In 366 v. Chr. werden hier nog de aedilen en de praetoren aan toegevoegd. De aedilen stonden qua rangorde tussen de censoren en quaestoren en hadden vooral de taak toezicht te houden op openbare zaken als de ordehandhaving, markten, zorg voor de tempels en bovenal de organisatie van spelen en publieke feesten, wat maakte dat de functie de ambtenaar in kwestie veel geld kon kosten. Zij werden door de Comitia Tributa verkozen. Vanaf 200 v. Chr. gaf de functie van aedilis curulis meteen toegang tot de Senaat. De praetoren, verkozen door de Comitia Centuriata hadden rechterlijke bevoegdheden. Eerst was dit alleen nog de praetor urbanus, die juridische geschillen tussen burgeres behandelde. Vanaf 247 v. Chr. kwam daar ook een praetor peregrinus bij, die ook de zaken van vreemdelingen op Romeinse grond behandelde, of het hier nu om conflict tussen burger en vreemdeling ging of tussen twee vreemdelingen.

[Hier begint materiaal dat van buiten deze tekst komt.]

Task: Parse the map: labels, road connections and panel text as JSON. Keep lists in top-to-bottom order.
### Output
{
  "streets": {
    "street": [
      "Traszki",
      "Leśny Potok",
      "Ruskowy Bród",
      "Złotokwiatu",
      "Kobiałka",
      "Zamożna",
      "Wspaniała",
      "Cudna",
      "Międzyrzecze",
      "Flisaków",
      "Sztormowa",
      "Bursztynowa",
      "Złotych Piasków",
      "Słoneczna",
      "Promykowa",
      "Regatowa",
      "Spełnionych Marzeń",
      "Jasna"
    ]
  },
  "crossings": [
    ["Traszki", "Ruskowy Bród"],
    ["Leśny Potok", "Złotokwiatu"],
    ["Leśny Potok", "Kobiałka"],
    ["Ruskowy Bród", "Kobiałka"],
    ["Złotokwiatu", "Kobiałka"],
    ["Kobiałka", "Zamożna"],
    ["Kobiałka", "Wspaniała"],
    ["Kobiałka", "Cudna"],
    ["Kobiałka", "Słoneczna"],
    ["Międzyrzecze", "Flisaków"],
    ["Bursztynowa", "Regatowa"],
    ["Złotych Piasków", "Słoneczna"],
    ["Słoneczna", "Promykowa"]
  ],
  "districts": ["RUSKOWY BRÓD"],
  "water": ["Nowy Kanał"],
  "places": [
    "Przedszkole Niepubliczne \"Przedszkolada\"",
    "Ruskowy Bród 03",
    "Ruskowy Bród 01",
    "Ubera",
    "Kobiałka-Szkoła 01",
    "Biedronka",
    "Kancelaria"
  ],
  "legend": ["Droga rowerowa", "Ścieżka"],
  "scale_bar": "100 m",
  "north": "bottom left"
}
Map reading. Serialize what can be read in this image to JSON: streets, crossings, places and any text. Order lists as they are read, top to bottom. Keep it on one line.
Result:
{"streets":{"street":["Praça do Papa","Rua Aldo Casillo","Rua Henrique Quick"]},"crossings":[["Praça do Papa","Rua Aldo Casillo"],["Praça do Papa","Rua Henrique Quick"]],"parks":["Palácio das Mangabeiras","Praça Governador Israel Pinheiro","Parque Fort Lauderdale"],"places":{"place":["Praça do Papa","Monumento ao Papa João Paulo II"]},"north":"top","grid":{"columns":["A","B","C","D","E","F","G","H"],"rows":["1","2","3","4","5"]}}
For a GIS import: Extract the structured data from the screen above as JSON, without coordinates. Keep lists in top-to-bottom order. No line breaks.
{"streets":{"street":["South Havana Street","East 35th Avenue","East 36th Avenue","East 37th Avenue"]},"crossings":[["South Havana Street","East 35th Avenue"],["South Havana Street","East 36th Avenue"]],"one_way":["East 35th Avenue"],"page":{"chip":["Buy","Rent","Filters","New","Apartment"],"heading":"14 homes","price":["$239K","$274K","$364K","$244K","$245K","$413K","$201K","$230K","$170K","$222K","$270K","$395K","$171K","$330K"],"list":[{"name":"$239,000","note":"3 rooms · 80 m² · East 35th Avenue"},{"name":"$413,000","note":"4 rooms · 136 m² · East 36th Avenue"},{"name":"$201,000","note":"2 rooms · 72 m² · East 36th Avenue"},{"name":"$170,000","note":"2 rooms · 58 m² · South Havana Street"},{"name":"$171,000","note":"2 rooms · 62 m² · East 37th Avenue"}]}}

De Curia Julia, één van de gebouwen die in de loop der eeuwen door de Romeinse Senaat is gebruikt.
De Curia Julia, één van de gebouwen die in de loop der eeuwen door de Romeinse Senaat is gebruikt.

De bestuurlijke elite bestond uiteraard uit de Senaat. Er waren 300 senatoren, bestaande uit de hoofden van de patricische families en de voormalige consuls. Pas in later tijden zouden er ook plebejers worden toegelaten. Via een cursus honorum was het mogelijk om op te klimmen tot senatoriale rang. Senator werd men dus niet via verkiezingen, zoals in een modern parlement, maar via benoeming op grond van ervaringen. Er was tevens een minimumleeftijd en een vermogensgrens: in de 1e eeuw na Chr. lag de vermogensgrens voor een senator zelfs op 1 miljoen sestertiën! Wie benoemd werd kon echter, zolang hij aan de gestelde eisen bleef voldoen, voor het leven zitting hebben in de Senaat. Een speciaal soort senator was de Homo Novus, een “nieuwe man” die als eerste in zijn familie de Senaat haalde. Dit maakte dan ook dat de Senaat op den duur het machtigste orgaan werd en de senatoren de nieuwe bestuurlijke elite werden. Officieel had de Senaat een adviserende taak jegens de magistraten, maar op den duur zouden de adviezen van de Senaat meer gelden als officiële besluiten die bindend waren voor de magistratuur. De Senaat kon uit eigen rangen ook nog steeds een interrex benoemen als er tijdelijk geen consuls waren om te regeren.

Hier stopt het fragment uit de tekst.